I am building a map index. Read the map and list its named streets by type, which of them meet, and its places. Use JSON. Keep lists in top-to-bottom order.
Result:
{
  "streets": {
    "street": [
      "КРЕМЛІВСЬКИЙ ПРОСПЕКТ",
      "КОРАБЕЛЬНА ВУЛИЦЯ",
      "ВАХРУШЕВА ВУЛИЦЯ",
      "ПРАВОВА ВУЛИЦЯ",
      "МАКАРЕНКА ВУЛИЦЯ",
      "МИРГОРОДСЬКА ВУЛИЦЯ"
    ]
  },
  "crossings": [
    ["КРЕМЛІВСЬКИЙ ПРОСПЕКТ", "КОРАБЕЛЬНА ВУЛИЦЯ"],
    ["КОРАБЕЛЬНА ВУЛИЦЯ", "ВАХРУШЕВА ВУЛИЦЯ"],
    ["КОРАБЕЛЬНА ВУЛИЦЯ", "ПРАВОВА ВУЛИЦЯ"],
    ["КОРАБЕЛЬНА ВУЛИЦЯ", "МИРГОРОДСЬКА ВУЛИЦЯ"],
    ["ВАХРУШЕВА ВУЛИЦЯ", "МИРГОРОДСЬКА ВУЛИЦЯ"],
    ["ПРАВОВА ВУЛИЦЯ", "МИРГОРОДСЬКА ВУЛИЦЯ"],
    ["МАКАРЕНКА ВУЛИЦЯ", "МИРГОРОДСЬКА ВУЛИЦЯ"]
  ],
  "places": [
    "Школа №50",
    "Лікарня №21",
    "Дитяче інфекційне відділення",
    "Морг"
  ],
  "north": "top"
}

==================================================

Problem requirements: Return each full line of the entries that contains the word "КОРАБЕЛЬНА".

Exercise response:
      "КОРАБЕЛЬНА ВУЛИЦЯ",
    ["КРЕМЛІВСЬКИЙ ПРОСПЕКТ", "КОРАБЕЛЬНА ВУЛИЦЯ"],
    ["КОРАБЕЛЬНА ВУЛИЦЯ", "ВАХРУШЕВА ВУЛИЦЯ"],
    ["КОРАБЕЛЬНА ВУЛИЦЯ", "ПРАВОВА ВУЛИЦЯ"],
    ["КОРАБЕЛЬНА ВУЛИЦЯ", "МИРГОРОДСЬКА ВУЛИЦЯ"],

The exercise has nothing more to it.